David Faughn entered parenthood the way many fathers do: suddenly, hopefully, and at a bit of a loss about what to do. Katherine lay on her mother’s belly having spent 40 weeks within it. Her father was a foreigner to her. Or that’s how it seemed to Dave. The “ten months of uselessness” he had felt during Glenda’s pregnancy had not ended in the delivery room, he thought, just taken on a new form. He was as helpless as any new father. Helpless to feed her, helplessly unfamiliar to her, helplessly in love with her, already.
The family’s swift release from the hospital, bearing as it did the shock of responsibility, intensified the sensation.
“At first, we were strangers looking at each other,” he later recalled in a blog post: “me trying to figure out what to do, and she trying to figure out where mommy went.” But a bond was forming.
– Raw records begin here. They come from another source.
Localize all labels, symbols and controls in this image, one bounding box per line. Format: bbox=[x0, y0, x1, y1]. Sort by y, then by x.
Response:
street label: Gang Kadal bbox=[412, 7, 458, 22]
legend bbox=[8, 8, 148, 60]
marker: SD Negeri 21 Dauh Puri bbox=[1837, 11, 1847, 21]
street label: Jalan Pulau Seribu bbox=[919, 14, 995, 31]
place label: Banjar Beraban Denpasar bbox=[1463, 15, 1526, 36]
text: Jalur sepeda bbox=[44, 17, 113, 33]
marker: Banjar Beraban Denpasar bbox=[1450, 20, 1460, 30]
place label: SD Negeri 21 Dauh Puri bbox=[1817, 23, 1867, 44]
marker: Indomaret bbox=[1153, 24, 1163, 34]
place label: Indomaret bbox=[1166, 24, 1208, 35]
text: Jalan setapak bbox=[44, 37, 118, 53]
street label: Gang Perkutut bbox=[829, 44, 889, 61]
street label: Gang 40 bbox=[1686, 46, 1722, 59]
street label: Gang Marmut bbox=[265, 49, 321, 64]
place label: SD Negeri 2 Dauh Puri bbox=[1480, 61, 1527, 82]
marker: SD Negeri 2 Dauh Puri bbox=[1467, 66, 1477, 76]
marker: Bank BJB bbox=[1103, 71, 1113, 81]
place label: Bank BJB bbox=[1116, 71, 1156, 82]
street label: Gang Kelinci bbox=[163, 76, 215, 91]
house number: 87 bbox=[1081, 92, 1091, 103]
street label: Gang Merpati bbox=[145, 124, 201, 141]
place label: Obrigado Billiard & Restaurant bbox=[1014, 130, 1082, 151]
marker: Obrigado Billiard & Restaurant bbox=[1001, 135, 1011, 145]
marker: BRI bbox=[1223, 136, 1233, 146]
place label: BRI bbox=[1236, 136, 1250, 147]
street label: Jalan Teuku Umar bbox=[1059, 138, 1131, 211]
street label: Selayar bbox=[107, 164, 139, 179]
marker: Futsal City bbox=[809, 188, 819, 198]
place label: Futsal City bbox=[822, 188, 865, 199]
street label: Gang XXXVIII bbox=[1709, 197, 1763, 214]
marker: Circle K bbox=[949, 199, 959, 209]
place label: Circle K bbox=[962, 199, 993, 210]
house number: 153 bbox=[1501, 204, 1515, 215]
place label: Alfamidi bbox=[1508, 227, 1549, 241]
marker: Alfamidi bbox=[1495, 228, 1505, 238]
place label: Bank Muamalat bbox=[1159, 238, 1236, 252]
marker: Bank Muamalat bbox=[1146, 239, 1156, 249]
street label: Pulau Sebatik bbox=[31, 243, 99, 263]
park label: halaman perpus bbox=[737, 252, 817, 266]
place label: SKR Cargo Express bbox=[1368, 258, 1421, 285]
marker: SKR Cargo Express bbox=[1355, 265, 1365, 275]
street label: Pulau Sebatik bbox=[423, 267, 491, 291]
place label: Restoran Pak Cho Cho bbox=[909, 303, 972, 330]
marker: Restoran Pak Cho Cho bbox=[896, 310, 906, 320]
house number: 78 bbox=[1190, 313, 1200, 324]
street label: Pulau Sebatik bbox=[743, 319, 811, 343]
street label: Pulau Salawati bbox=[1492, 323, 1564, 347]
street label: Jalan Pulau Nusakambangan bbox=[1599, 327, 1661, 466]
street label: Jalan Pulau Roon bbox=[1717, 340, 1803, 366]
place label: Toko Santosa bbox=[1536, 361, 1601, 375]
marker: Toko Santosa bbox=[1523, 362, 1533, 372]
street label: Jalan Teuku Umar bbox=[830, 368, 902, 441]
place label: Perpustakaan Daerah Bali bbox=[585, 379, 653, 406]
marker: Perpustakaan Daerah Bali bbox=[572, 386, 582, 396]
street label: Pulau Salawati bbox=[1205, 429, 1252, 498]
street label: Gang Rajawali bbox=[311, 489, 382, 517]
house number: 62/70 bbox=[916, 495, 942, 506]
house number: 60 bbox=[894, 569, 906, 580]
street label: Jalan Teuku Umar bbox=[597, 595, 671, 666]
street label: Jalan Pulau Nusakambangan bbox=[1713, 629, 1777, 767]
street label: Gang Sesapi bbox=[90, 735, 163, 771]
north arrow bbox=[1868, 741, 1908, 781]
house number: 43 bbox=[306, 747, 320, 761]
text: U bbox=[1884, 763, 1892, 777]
Its profundity hit him one day on diaper duty. Katherine lay on the changing table while Dave made goofy faces, fishing for a smile. She unleashed a raucous belly laugh, a laugh as full-throated as Glenda’s. Dave “literally jumped in the air” and called Glenda in a rush of excitement. Her bemused response didn’t dent his elation. “At that moment, I became ‘daddy,’” he wrote, “and to the most wonderful girl who has ever been or ever will be.”